Two days, two weeks, two years

In two days, it will have been two years since the last time I saw you alive. In two weeks, it will be two years since you left us. My baby brother.

Nearly two years without you. It feels like yesterday. It feels like a lifetime ago. It feels like it never happened, and it feels like it happens over and over whenever I remember you’re gone. Whenever I dream about you and wake up and realize you’re still gone. You left. You gave up. You’re never coming back.

I’m still angry at you. The guilt that I wasn’t there for you still overwhelms me. The sorrow that you were alone in your last moments suffocates me.

How did we not know? Why couldn’t you tell us? Why couldn’t you tell me? What triggered you? What broke the camels back? Why didn’t you leave a note? Why didn’t you explain? Why, two years later do we still not know why you did this?

You could have come to me! You knew about my attempt when I was 16. You knew about my mental health struggles. You knew that I had gotten help! I would have helped you get help! I wouldn’t have shamed you, or told you just to pray about it. I would have just loved you, and helped you find the help you needed. Hell, I would have offered to pay for it if you needed it! I would have done anything to still have you here with us.

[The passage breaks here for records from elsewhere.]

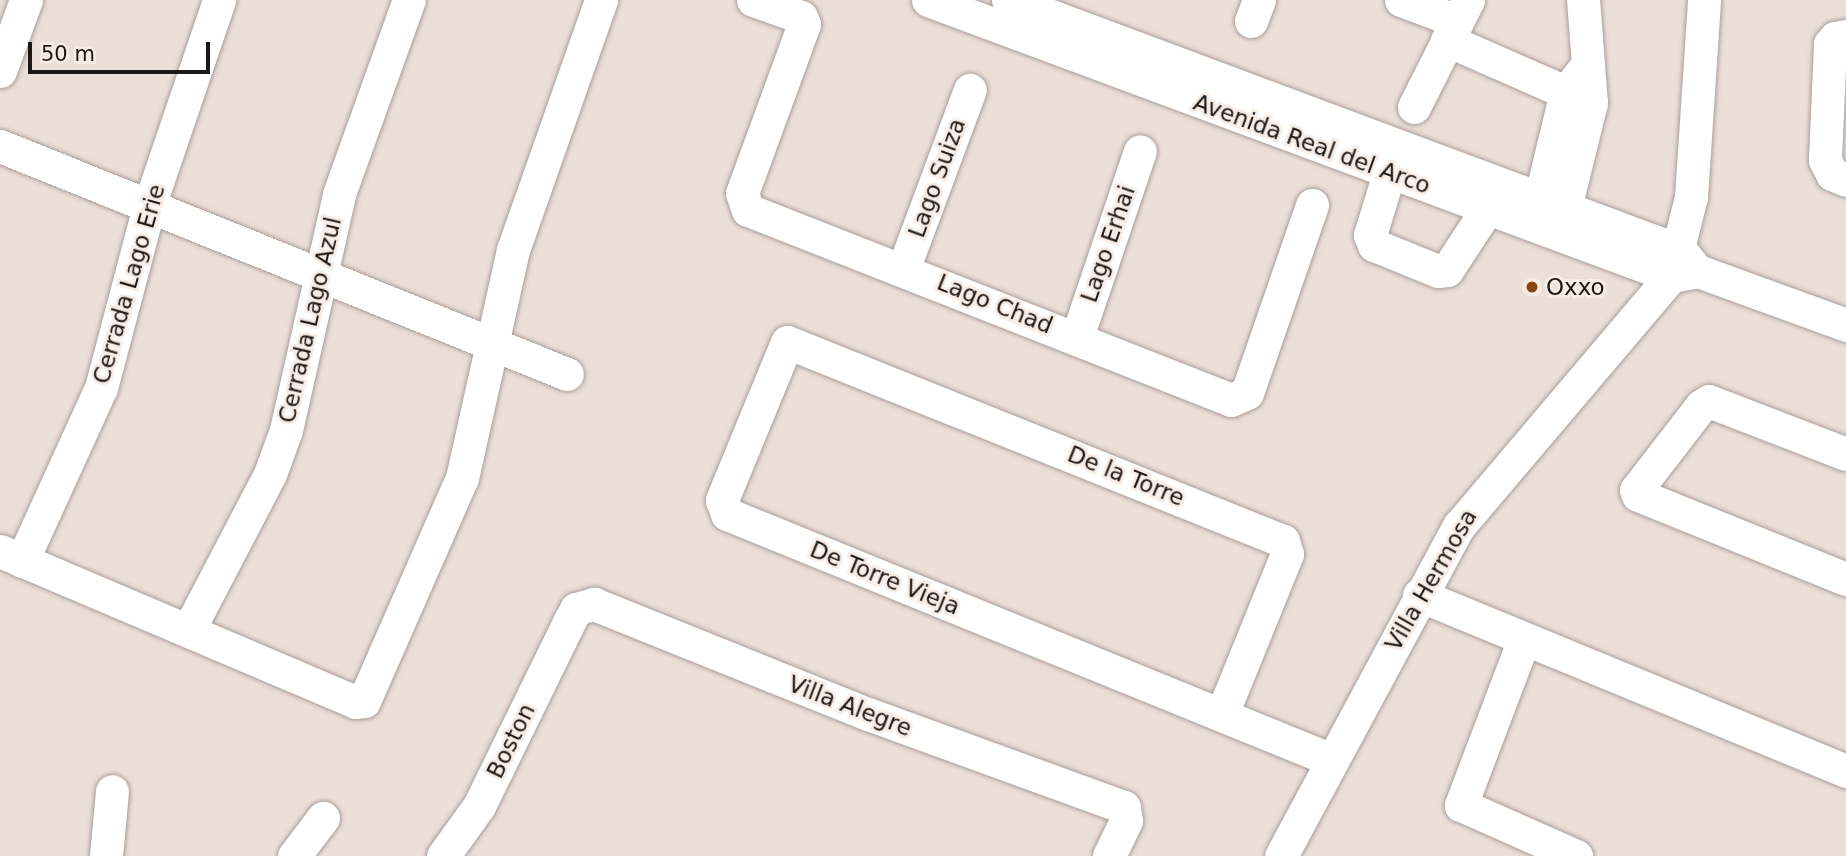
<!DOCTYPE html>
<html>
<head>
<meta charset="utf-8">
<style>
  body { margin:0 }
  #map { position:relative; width:1846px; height:856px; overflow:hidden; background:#ebdfd9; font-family:"DejaVu Sans",sans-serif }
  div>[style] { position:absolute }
  .roads { filter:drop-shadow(0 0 2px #a99f99) drop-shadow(0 0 2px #a99f99) }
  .minor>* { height:33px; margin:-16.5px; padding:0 16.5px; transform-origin:16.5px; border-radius:16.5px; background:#fff }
  .dots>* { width:19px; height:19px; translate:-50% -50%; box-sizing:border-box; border:4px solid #f8ede6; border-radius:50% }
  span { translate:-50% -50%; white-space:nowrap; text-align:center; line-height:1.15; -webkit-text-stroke:6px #f8ede6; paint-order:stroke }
  .street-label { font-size:23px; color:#1c1816 }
  .poi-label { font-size:23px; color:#1c1816 }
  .left { translate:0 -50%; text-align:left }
  .scale { position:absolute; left:28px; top:42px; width:182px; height:32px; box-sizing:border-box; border:4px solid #1c1816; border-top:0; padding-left:9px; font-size:21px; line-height:24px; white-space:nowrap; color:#1c1816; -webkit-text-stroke:5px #f8ede6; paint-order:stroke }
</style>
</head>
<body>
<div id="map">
  <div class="roads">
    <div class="minor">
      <i style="left:753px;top:0;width:51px;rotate:19.5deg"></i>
      <i style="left:801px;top:17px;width:8px;rotate:67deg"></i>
      <i style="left:804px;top:24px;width:180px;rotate:110.1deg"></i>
      <i style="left:742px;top:193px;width:18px;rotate:71deg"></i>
      <i style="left:748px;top:210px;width:519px;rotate:21.47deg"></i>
      <i style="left:1231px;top:400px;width:17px;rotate:-24deg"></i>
      <i style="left:1247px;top:393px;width:199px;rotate:-70.9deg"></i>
      <i style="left:928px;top:0;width:772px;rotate:20.38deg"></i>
      <i style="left:1652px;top:269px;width:20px;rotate:20deg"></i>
      <i style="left:1671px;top:276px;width:27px;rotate:-10deg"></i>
      <i style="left:1698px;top:271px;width:158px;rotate:20deg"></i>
      <i style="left:1008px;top:0;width:695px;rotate:20.47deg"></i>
      <i style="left:1659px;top:243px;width:23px;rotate:20deg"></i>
      <i style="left:1681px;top:251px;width:21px;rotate:51deg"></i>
      <i style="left:1401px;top:0;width:60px;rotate:20.6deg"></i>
      <i style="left:1251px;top:21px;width:22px;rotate:-69deg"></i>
      <i style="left:1846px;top:36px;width:11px;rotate:170deg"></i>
      <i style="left:1835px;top:38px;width:8px;rotate:130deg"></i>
      <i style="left:1830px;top:44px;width:116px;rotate:92.5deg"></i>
      <i style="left:1825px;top:160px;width:16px;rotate:63deg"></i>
      <i style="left:1832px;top:174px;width:15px;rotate:23deg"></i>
      <i style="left:1447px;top:40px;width:152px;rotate:23.7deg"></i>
      <i style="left:0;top:71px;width:76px;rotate:-69.9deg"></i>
      <i style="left:1414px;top:107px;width:120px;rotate:-63.2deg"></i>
      <i style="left:0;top:146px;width:611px;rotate:21.91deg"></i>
      <i style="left:1389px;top:173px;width:65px;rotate:107deg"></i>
      <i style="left:1370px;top:235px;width:11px;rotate:68deg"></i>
      <i style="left:1374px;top:245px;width:69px;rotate:22.1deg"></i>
      <i style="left:1438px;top:271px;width:9px;rotate:-6deg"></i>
      <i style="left:1447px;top:270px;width:73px;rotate:-56.7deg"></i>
      <i style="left:1536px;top:216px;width:128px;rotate:-76.4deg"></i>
      <i style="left:1566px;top:92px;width:34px;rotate:-52deg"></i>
      <i style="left:1560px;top:228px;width:129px;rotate:-76.1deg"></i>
      <i style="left:1591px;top:103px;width:103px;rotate:-94.4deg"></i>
      <i style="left:904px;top:267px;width:189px;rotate:-69.6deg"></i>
      <i style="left:1077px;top:337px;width:196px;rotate:-71.3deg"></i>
      <i style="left:1846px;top:454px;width:147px;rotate:-158.9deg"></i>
      <i style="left:1709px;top:401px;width:9px;rotate:148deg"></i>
      <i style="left:1701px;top:406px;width:106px;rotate:127.7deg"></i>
      <i style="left:1636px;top:490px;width:5px;rotate:68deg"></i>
      <i style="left:1638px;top:495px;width:224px;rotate:22deg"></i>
      <i style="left:0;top:551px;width:386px;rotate:23deg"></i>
      <i style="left:355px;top:702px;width:9px;rotate:-6deg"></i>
      <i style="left:364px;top:701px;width:244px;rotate:-66.3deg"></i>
      <i style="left:462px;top:478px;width:234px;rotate:-77.4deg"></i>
      <i style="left:513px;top:250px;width:265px;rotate:-70.6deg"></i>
      <i style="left:22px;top:561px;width:190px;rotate:-65.5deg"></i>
      <i style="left:101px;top:388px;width:188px;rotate:-75.2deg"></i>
      <i style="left:149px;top:206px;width:218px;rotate:-71.2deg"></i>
      <i style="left:1419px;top:595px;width:462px;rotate:22.4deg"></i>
      <i style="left:189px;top:629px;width:175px;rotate:-62.4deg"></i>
      <i style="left:270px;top:474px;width:47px;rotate:-70deg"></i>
      <i style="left:286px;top:430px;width:242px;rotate:-77.3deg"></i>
      <i style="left:339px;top:194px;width:206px;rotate:-70.2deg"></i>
      <i style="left:1524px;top:639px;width:178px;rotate:110.8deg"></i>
      <i style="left:1461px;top:805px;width:126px;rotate:23.9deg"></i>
      <i style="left:1222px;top:714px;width:173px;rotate:-67.9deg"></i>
      <i style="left:1287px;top:554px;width:14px;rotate:-107deg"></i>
      <i style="left:1283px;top:541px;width:534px;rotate:-158.14deg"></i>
      <i style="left:787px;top:342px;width:171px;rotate:112.4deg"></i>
      <i style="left:722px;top:500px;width:15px;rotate:70deg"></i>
      <i style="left:727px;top:514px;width:653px;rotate:22.13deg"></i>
      <i style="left:106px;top:856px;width:65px;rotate:-84.7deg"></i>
      <i style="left:294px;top:856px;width:48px;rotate:-52.7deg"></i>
      <i style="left:443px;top:856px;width:62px;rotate:-54.2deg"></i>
      <i style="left:479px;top:806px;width:207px;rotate:-63.9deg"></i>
      <i style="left:570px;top:620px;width:13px;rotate:-61deg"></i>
      <i style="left:576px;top:609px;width:19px;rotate:-16deg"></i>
      <i style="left:594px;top:604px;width:295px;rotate:21.9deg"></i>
      <i style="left:868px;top:714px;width:272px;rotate:20deg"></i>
      <i style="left:1124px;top:807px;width:14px;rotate:82deg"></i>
      <i style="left:1126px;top:821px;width:39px;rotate:116deg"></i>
      <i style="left:1281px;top:856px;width:375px;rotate:-61.7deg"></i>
      <i style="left:1459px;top:526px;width:328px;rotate:-49.7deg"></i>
      <i style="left:1671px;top:276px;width:81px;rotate:-75.8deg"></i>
      <i style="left:1691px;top:197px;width:197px;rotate:-86.2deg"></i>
    </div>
  </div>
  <div class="dots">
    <i style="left:1532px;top:287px;background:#884614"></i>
  </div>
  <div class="street-label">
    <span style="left:1312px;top:144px;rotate:20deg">Avenida Real del Arco</span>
    <span style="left:937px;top:178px;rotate:-70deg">Lago Suiza</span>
    <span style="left:1108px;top:244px;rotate:-71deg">Lago Erhai</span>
    <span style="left:129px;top:284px;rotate:-74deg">Cerrada Lago Erie</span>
    <span style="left:995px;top:304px;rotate:22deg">Lago Chad</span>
    <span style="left:310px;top:320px;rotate:-77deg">Cerrada Lago Azul</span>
    <span style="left:1126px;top:476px;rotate:22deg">De la Torre</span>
    <span style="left:885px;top:578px;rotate:22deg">De Torre Vieja</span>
    <span style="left:1431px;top:580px;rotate:-60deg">Villa Hermosa</span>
    <span style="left:850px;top:706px;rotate:21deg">Villa Alegre</span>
    <span style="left:511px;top:741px;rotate:-64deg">Boston</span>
  </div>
  <div class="poi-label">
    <span class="left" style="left:1546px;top:287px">Oxxo</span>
  </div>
  <div class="scale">50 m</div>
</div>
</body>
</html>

Dad, Jen and I are trying to move on. We’re trying to keep living and pursuing our lives. But I think mom’s giving up. You’re still her favorite. She’ll never admit it, and refuses to see it. Two years later, She still sleeps with your stuffed manatee from when you were a kid. She’s still looking for someone to blame. It changes every time I talk to her, but it doesn’t change the fact that you’re gone.

I read a book the other day where one of the characters lost her brother almost exactly how we lost you. It wrecked me. I threw the book and lost myself to the grief again.

I feel selfish. Your pain, tiredness, anger, whatever led you to take your life must have been so overwhelming. But here I am, complaining about how it’s affected me. I feel justified though, because whatever you were facing is over now. But the pain you left me with. The abandonment, the loneliness, the missing you, I still have to live with. Everyday. And then I feel selfish again, and hate myself for not being with you. For not helping carry whatever burden felt like too much for you. That’s what big sisters are supposed to do. We’re supposed to life the burdens of our siblings. We’re supposed to help guide them. To show them our mistakes and how to avoid them.

Michael. I miss you. I love you. I hate you. I grieve you.